But in fact, the standard alarmist talk about retraversing binds and quadratic explosions and costly appends, and so on become transparent nonsense with Stream f m r in its streaming use. The conceptual power needed to see this is basically nil: Where m is read as IO, or some transformed IO, then the dreaded retraversing of the binds in a stream expression would involve repeating all the past actions. Don't worry, to get e.g. the second chunk of bytes from a handle, you won't need to start over and get the first one again! The first chunk has vanished into an unrepeatable past.

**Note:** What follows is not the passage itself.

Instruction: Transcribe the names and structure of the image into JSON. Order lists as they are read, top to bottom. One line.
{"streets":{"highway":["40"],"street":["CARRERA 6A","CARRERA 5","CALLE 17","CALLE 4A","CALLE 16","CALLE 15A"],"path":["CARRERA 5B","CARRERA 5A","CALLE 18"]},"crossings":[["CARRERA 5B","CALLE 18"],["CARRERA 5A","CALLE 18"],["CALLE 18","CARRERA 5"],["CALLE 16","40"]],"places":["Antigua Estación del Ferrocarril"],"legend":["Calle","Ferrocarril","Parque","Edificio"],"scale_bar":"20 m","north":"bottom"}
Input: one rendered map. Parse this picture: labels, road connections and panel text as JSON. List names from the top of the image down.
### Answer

All of the difficulties a streaming library is attempting to avoid are concentrated in the deep irrationality of

sequence :: (Monad m, Traversable t) => t (m a) -> m (t a)

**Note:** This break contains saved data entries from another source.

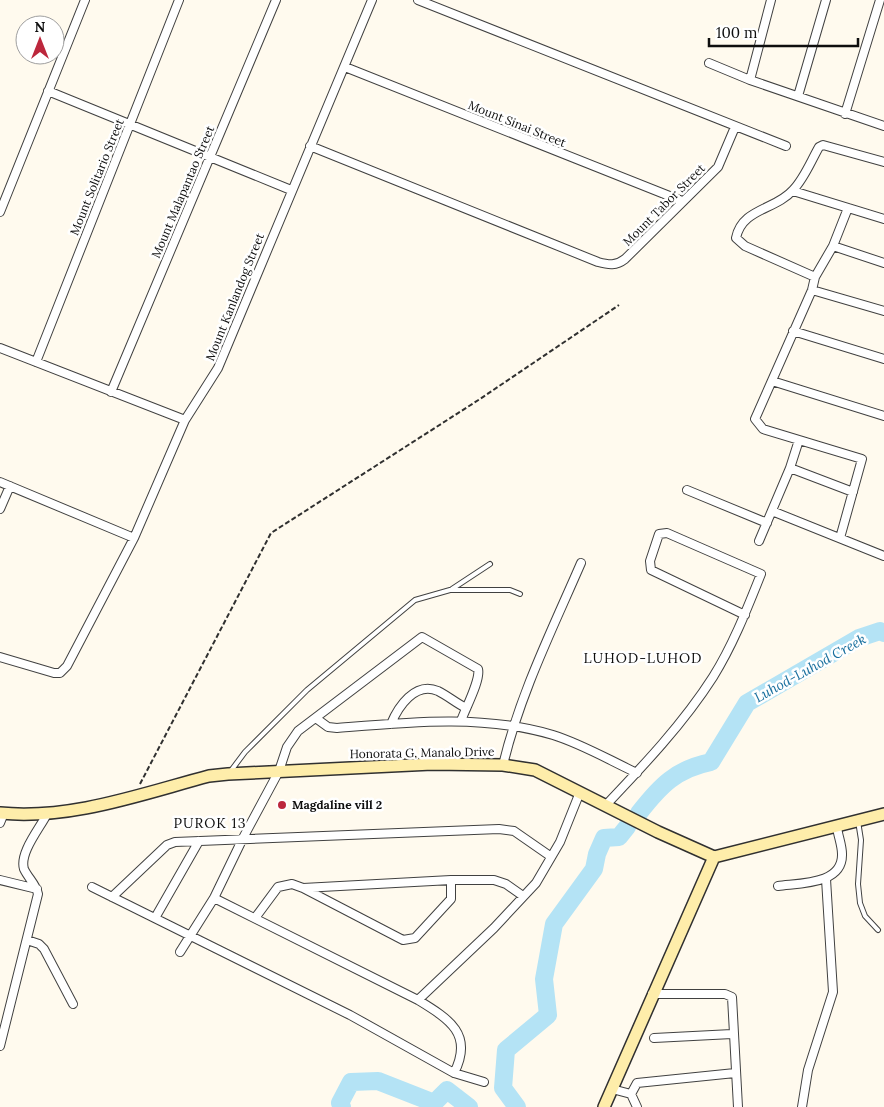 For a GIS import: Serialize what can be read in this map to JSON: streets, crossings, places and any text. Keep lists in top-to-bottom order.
{
  "streets": {
    "street": [
      "Mount Sinai Street",
      "Mount Solitario Street",
      "Mount Malapantao Street",
      "Mount Tabor Street",
      "Mount Kanlandog Street",
      "Honorata G. Manalo Drive"
    ]
  },
  "crossings": [
    ["Mount Sinai Street", "Mount Tabor Street"],
    ["Mount Sinai Street", "Mount Kanlandog Street"],
    ["Mount Tabor Street", "Mount Kanlandog Street"]
  ],
  "districts": ["LUHOD-LUHOD", "PUROK 13"],
  "water": ["Luhod-Luhod Creek"],
  "places": ["Magdaline vill 2"],
  "scale_bar": "100 m",
  "north": "top"
} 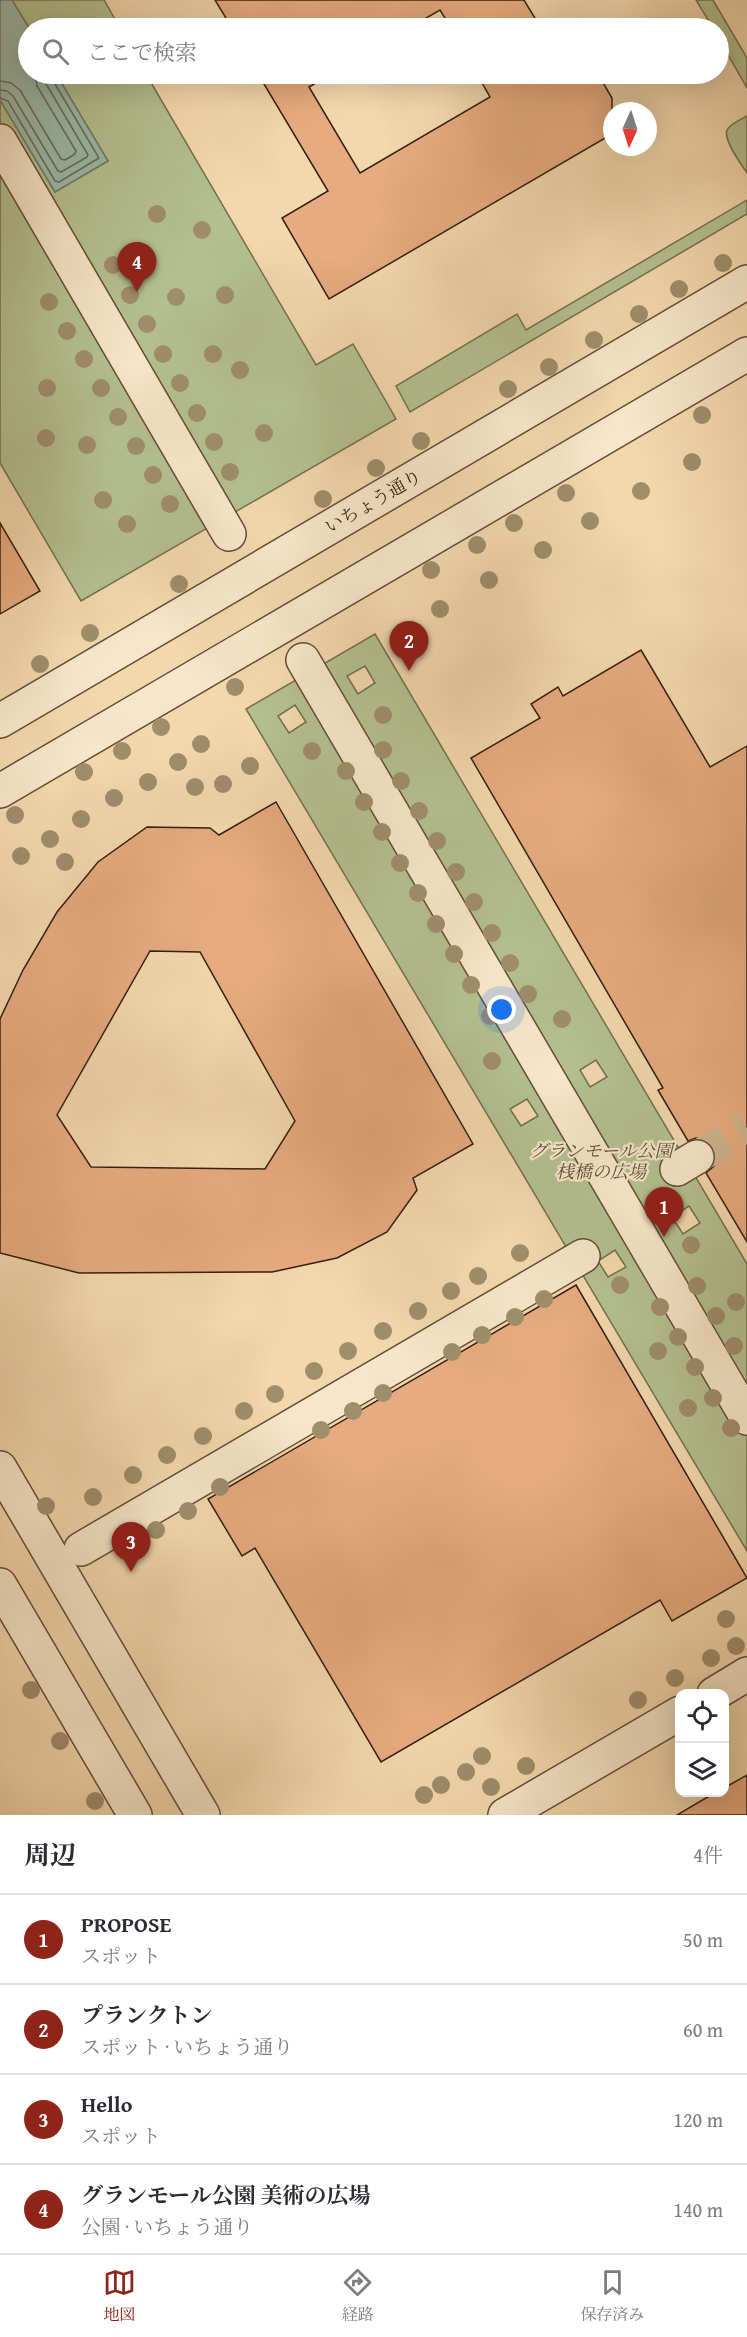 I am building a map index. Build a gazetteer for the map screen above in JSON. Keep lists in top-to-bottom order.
{
  "streets": {
    "street": ["いちょう通り"]
  },
  "parks": ["グランモール公園 桟橋の広場"],
  "north": "bottom",
  "page": {
    "search": "ここで検索",
    "pins": [
      "4",
      "2",
      "1",
      "3"
    ],
    "heading": ["周辺", "4件"],
    "list": [
      {
        "mark": "1",
        "name": "PROPOSE",
        "note": "スポット",
        "value": "50 m"
      },
      {
        "mark": "2",
        "name": "プランクトン",
        "note": "スポット · いちょう通り",
        "value": "60 m"
      },
      {
        "mark": "3",
        "name": "Hello",
        "note": "スポット",
        "value": "120 m"
      },
      {
        "mark": "4",
        "name": "グランモール公園 美術の広場",
        "note": "公園 · いちょう通り",
        "value": "140 m"
      }
    ],
    "nav": ["地図", "経路", "保存済み"]
  }
}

In the streaming context, this becomes

sequence :: Monad m, Functor f => Stream f m r -> Stream f m r
sequence = id

It is of course easy enough to define

accumulate :: Monad m, Functor f => Stream f m r -> m (Stream f Identity r)

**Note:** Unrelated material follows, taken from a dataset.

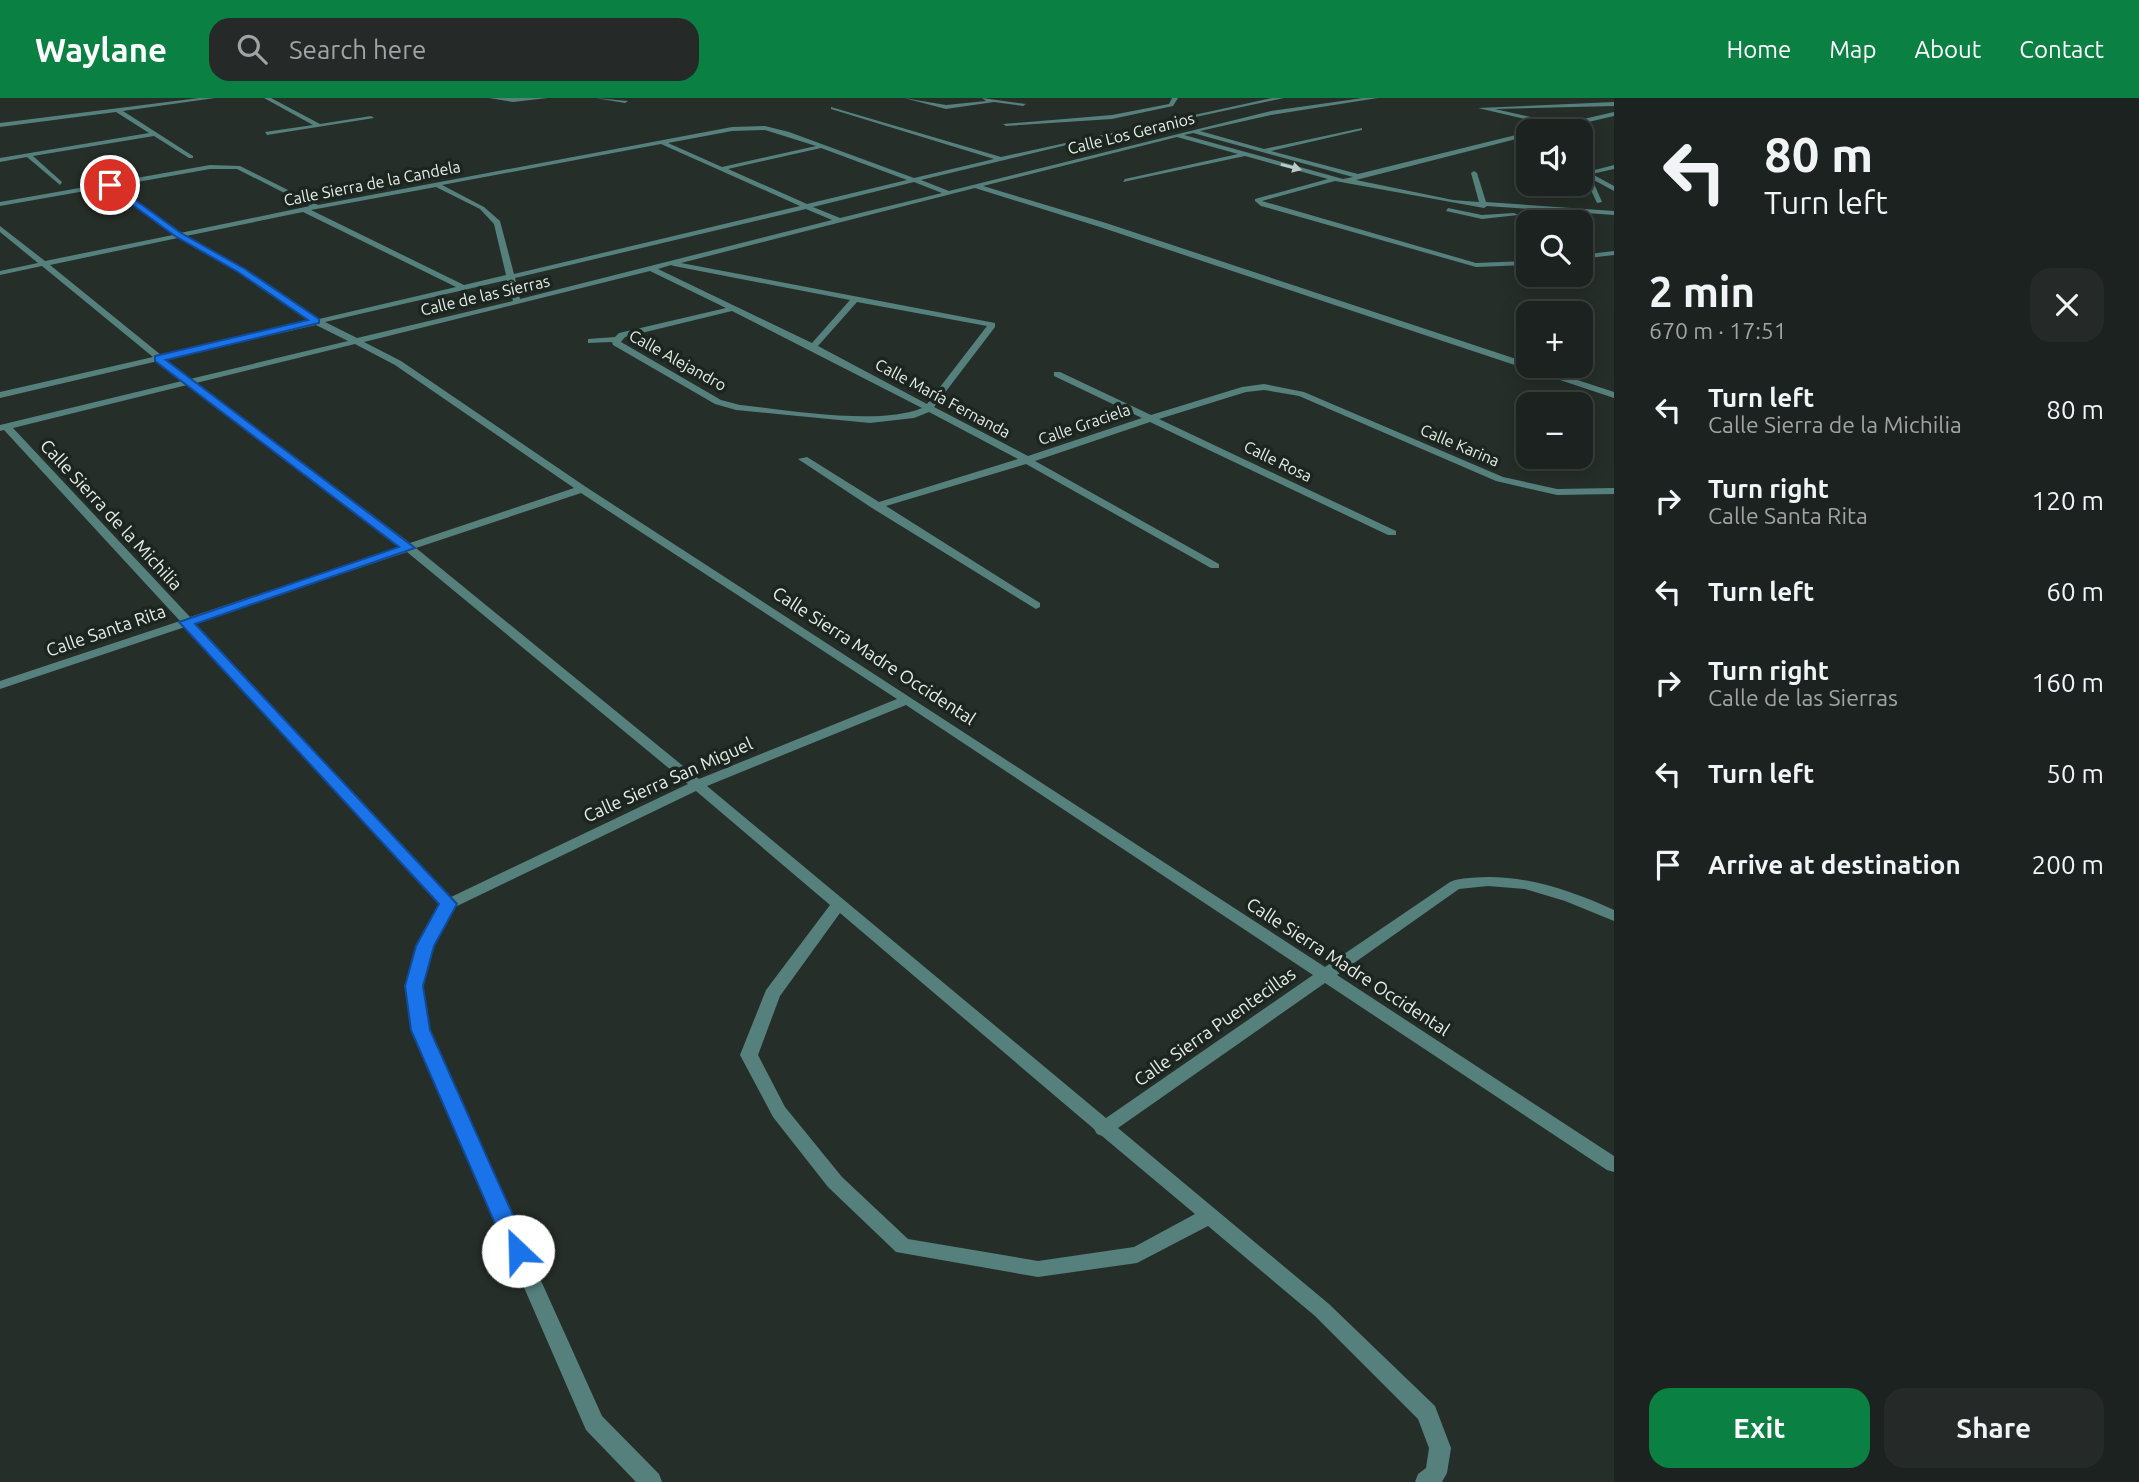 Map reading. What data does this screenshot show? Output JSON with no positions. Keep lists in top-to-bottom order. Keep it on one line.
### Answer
{"streets":{"street":["Calle Los Geranios","Calle Sierra de la Candela","Calle de las Sierras","Calle Alejandro","Calle María Fernanda","Calle Graciela","Calle Karina","Calle Rosa","Calle Sierra de la Michilia","Calle Santa Rita","Calle Sierra Madre Occidental","Calle Sierra San Miguel","Calle Sierra Puentecillas"]},"crossings":[["Calle Los Geranios","Calle de las Sierras"],["Calle Sierra de la Candela","Calle de las Sierras"],["Calle Sierra de la Candela","Calle Sierra Madre Occidental"],["Calle de las Sierras","Calle María Fernanda"],["Calle de las Sierras","Calle Sierra de la Michilia"],["Calle de las Sierras","Calle Sierra Madre Occidental"],["Calle Alejandro","Calle María Fernanda"],["Calle María Fernanda","Calle Graciela"],["Calle Graciela","Calle Karina"],["Calle Graciela","Calle Rosa"],["Calle Karina","Calle Rosa"],["Calle Sierra de la Michilia","Calle Santa Rita"],["Calle Sierra de la Michilia","Calle Sierra San Miguel"],["Calle Santa Rita","Calle Sierra Madre Occidental"],["Calle Sierra Madre Occidental","Calle Sierra San Miguel"],["Calle Sierra Madre Occidental","Calle Sierra Puentecillas"]],"page":{"header":"Waylane","search":"Search here","nav":["Home","Map","About","Contact"],"turn":["80 m","Turn left"],"map_buttons":["+","−"],"heading":["2 min","670 m · 17:51"],"list":[{"name":"Turn left","note":"Calle Sierra de la Michilia","value":"80 m"},{"name":"Turn right","note":"Calle Santa Rita","value":"120 m"},{"name":"Turn left","value":"60 m"},{"name":"Turn right","note":"Calle de las Sierras","value":"160 m"},{"name":"Turn left","value":"50 m"},{"name":"Arrive at destination","value":"200 m"}],"buttons":["Exit","Share"]}}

or reifyBindsRetraversingWherePossible or _ICan'tTakeThisStreamingAnymore, as you might call it. The types themselves teach the user how to avoid or control the sort of accumulation characteristic of sequence in its various guises e.g. mapM f = sequence . map f and traverse f = sequence . fmap f and replicateM n = sequence . replicate n. See for example the types of

Control.Monad.replicateM :: Int -> m a -> m [a]
Streaming.Prelude.replicateM :: Int -> m a -> Stream (Of a) m ()

If you want to tempt fate and replicate the irrationality of Control.Monad.replicateM, then sure, you can define the hermaphroditic chimera

accumulate . Streaming.Prelude.replicateM :: Int -> m a -> m (Stream (Of a) Identity ())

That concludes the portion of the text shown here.